• [Work order]
Find the string "linejoin" in the entries and copy each line that has it.

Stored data
=== Begin Enclosure ===

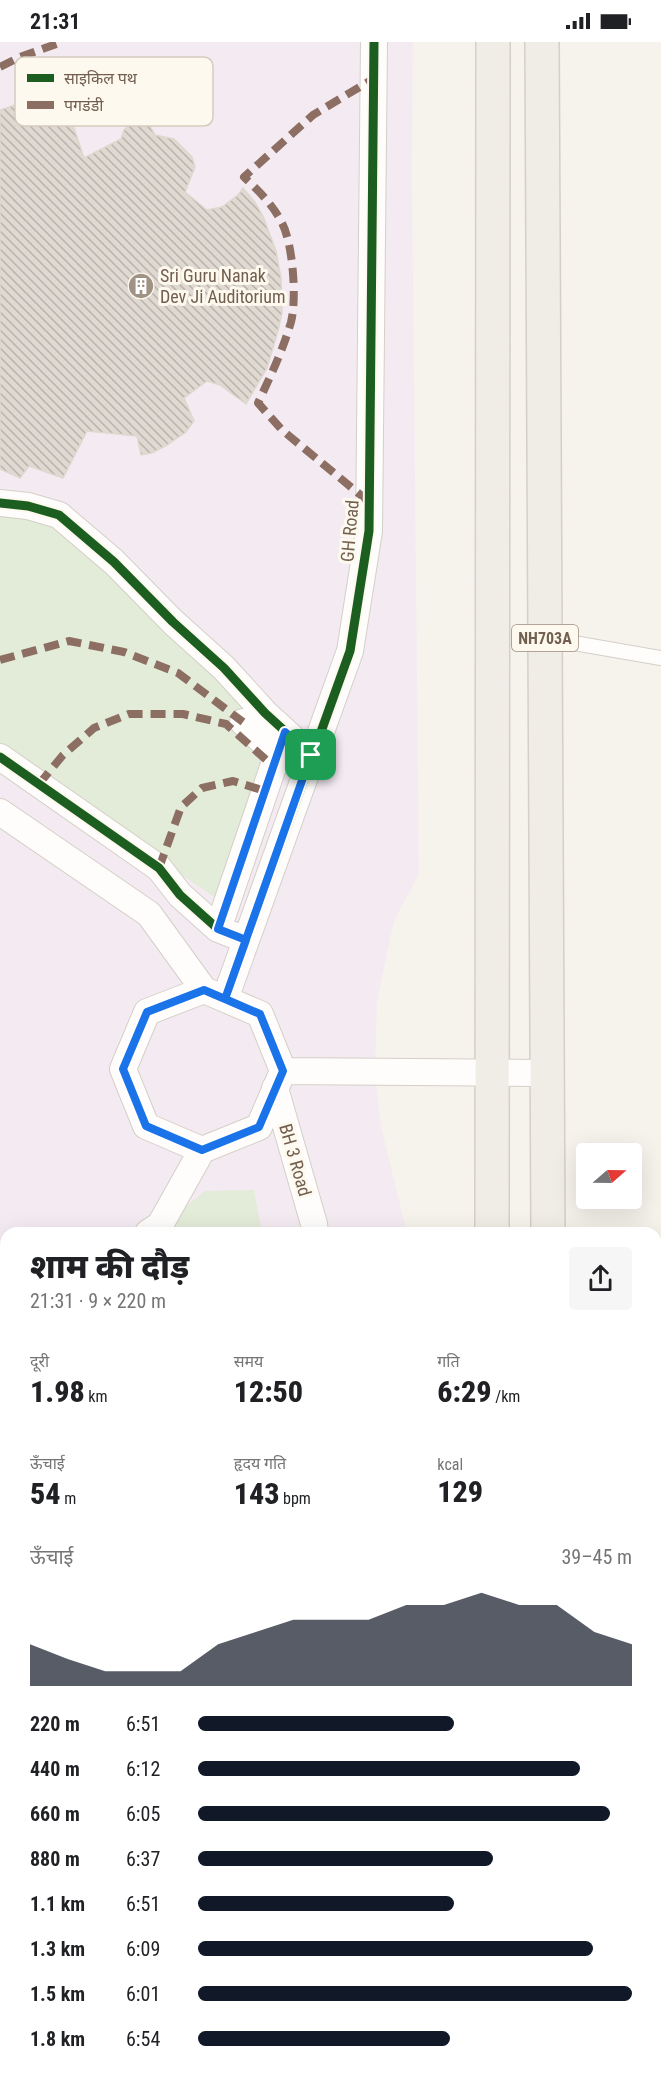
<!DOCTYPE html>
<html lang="hi">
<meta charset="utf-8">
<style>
body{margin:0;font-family:"Roboto Condensed","Noto Sans Devanagari",sans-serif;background:#f6f6f6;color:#202124;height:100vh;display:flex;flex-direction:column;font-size:22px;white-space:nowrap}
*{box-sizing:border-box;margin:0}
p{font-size:20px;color:#757577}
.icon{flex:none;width:33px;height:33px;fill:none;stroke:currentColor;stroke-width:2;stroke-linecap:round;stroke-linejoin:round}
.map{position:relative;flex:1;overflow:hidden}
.side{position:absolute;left:0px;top:1185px;width:662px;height:846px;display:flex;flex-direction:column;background:#fff;border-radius:18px 18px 0 0;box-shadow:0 6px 24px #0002}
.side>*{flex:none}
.needle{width:39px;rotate:70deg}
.buttons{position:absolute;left:576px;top:1101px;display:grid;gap:12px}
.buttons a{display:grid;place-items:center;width:66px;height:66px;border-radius:6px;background:#fff;box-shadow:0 6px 24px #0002;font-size:30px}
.pin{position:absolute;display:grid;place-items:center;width:51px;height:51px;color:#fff;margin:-26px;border-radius:12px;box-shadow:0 3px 9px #0006}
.round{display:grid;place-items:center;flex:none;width:63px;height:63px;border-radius:6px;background:#f6f6f6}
.head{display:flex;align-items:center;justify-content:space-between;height:102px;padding:0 30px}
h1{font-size:33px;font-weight:800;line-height:45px}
.figures{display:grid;grid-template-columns:repeat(3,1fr);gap:9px;height:102px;padding:6px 30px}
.figures div{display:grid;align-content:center}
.figures b{font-size:30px;font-weight:800}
.figures small{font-size:16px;font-weight:400}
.figures p{font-size:16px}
.chart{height:168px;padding:12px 30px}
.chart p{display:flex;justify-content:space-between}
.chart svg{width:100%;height:108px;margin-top:6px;fill:#111827;opacity:.7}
ul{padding:0 30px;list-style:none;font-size:20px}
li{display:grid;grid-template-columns:96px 72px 1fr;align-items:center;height:45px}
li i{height:15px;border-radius:8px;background:#111827}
.status{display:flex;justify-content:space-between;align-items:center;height:42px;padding:0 30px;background:#fff;direction:ltr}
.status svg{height:16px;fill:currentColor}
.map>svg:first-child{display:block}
</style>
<div class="status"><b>21:31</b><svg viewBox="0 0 49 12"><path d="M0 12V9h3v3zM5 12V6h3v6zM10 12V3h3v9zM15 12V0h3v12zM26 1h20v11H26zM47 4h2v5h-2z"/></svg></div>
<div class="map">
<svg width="661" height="2031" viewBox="0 0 661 2031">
<defs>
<pattern id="building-back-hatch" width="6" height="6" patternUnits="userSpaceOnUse" patternTransform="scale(1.5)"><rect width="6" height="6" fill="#dfd9d2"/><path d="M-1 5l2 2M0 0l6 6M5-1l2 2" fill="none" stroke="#b9b3ad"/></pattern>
</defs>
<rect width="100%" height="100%" fill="#f6f3ec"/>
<path fill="#f4ebf2" d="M0 0H413L412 132 419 832 394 879 377 959 375 1029 381 1084 407 1191H6V2025H433V2031H0Z"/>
<path fill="#e2ecd8" d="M0 475H40L95 518 282 699 217 857 0 708Z
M254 1148 262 1191H153L205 1149Z"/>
<path fill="url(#building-back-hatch)" stroke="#ded8cf" stroke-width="1.5" d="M24 60 27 75 50 63 60 65 66 62 84 116 121 97 124 88 130 82 144 80 150 84 155 93 174 97 192 115 195 125 185 150 207 168 222 165 238 153 243 146 254 159 263 174 276 209 281 236 282 271 278 289 267 326 246 362 220 343 207 339 184 356 194 379 186 390 167 403 152 411 141 413 137 394 87 389 63 436 29 424 20 436 0 427V68Z
M6 1371V1775L0 1760V1375Z
M28 2025H237L221 2031H26Z"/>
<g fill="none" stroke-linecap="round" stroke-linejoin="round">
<g stroke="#d4cfc7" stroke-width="16">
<path id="service" d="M545 596 661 616"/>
</g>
<g stroke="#d4cfc7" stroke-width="28">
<path id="minor" d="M0 461 28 464 59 473 114 520 173 580 224 626 265 671 311 713
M243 680 276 713
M0 715 159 826 180 853 218 887 246 898
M0 770 149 872 204 948
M218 887 285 690
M204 948 260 972 283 1029 259 1085 202 1108 146 1084 123 1027 147 970Z
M225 957 350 609 369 489 374 0
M283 1029 548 1031
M275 1046 314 1182 315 1191
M148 1191 160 1183 202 1108
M0 1292 6 1288
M0 1787 6 1804
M0 1907 6 1903
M359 2025V2031
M9 2031 10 2025"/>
</g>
<g stroke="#d5cfc7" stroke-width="36">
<path id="trunk" d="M542 0 548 1191
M492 1191 493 0
M491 2031V2025
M547 2031V2025"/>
</g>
<use href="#service" stroke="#fefdfc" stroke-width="14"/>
<use href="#minor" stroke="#fefdfc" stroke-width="26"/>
<use href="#trunk" stroke="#f0ece6" stroke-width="33"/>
<path stroke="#8d6e63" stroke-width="8" stroke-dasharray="15 8" stroke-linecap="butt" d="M0 25 20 15 62 0
M369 460 282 388 258 361C270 335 283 308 291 280 297 257 293 202 282 181 273 163 259 149 244 135L313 73 373 37
M0 618 69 599 124 610 178 631 243 680
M39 742 63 713 94 686 129 672H183L226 682 273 724
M159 826 181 765 202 746 233 739 265 749"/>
<g stroke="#fdf9ee" stroke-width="13">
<path id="cycleway" d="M0 461 28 464 59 473 114 520 173 580 224 626 265 671 311 713
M0 715 159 826 180 853 218 887 246 898
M225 957 350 609 369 489 374 0"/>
</g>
<use href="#cycleway" stroke="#1b5e20" stroke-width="9"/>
</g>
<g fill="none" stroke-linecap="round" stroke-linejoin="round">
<g stroke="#fff" stroke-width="12">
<path id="route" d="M311 713 225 957 204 948 147 970 123 1027 146 1084 202 1108 259 1085 283 1029 260 972 225 957 246 898 218 887 285 690 311 713"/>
</g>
<use href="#route" stroke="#1a73e8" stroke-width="8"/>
</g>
<defs>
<g id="building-disc" transform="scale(1.35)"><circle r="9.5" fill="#a09386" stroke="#fdf9ee"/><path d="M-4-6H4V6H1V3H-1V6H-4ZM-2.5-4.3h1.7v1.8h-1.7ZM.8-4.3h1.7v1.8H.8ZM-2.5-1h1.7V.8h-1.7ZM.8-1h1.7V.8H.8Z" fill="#fff"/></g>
</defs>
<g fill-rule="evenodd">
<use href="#building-disc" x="141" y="244"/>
</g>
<g text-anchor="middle" stroke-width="6" stroke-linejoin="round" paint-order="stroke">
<rect fill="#fdf9ee" stroke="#9c8d7f" stroke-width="1.5" x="512" y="583" width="66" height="26" rx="4.5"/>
<g font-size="16" font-weight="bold" fill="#725f4f">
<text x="545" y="602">NH703A</text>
</g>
<g font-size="18" fill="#725f4f" stroke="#fdf9ee" text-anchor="start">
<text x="160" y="240">Sri Guru Nanak<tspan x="160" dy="21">Dev Ji Auditorium</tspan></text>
</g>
<g font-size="18" fill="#725f4f" stroke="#fdf9ee">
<text transform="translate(350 489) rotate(-85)" y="6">GH Road</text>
<text transform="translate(295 1118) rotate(74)" y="6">BH 3 Road</text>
</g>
</g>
<rect x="15" y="15" width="198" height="69" rx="9" fill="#fdf9ee" stroke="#d3cbbe" stroke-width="1.5"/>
<rect x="27" y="32" width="27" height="8" fill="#1b5e20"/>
<rect x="27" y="59" width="27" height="8" fill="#8d6e63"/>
<g font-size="16" fill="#725f4f">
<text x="64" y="42">साइकिल पथ</text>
<text x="64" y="69">पगडंडी</text>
</g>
</svg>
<div class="buttons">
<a><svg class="needle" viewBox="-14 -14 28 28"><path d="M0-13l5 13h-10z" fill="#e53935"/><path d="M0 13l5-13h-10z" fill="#757577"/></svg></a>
</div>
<div class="pin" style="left:311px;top:713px;background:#1e9e55"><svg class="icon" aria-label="arrive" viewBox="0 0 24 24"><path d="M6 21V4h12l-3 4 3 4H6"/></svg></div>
<section class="side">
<div class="head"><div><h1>शाम की दौड़</h1><p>21:31 · 9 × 220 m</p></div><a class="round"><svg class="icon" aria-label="share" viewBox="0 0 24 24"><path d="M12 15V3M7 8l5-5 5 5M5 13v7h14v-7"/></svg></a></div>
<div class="figures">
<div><p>दूरी</p><b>1.98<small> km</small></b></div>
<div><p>समय</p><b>12:50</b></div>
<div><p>गति</p><b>6:29<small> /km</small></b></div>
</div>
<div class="figures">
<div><p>ऊँचाई</p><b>54<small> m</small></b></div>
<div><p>हृदय गति</p><b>143<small> bpm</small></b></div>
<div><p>kcal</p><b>129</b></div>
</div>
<div class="chart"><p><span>ऊँचाई</span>39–45 m</p>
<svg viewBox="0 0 160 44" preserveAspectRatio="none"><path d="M0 44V27L10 33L20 38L30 38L40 38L50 27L60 22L70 17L80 17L90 17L100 11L110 11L120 6L130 11L140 11L150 22L160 27V44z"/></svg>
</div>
<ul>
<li><b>220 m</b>6:51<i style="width:59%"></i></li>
<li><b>440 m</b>6:12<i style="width:88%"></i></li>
<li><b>660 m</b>6:05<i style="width:95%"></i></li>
<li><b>880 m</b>6:37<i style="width:68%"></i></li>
<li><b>1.1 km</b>6:51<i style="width:59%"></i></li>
<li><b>1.3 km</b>6:09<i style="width:91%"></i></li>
<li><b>1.5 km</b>6:01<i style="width:100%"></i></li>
<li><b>1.8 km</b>6:54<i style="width:58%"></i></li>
</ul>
</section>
</div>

=== End Enclosure ===

• [Exercise answer]
.icon{flex:none;width:33px;height:33px;fill:none;stroke:currentColor;stroke-width:2;stroke-linecap:round;stroke-linejoin:round}
<g fill="none" stroke-linecap="round" stroke-linejoin="round">
<g fill="none" stroke-linecap="round" stroke-linejoin="round">
<g text-anchor="middle" stroke-width="6" stroke-linejoin="round" paint-order="stroke">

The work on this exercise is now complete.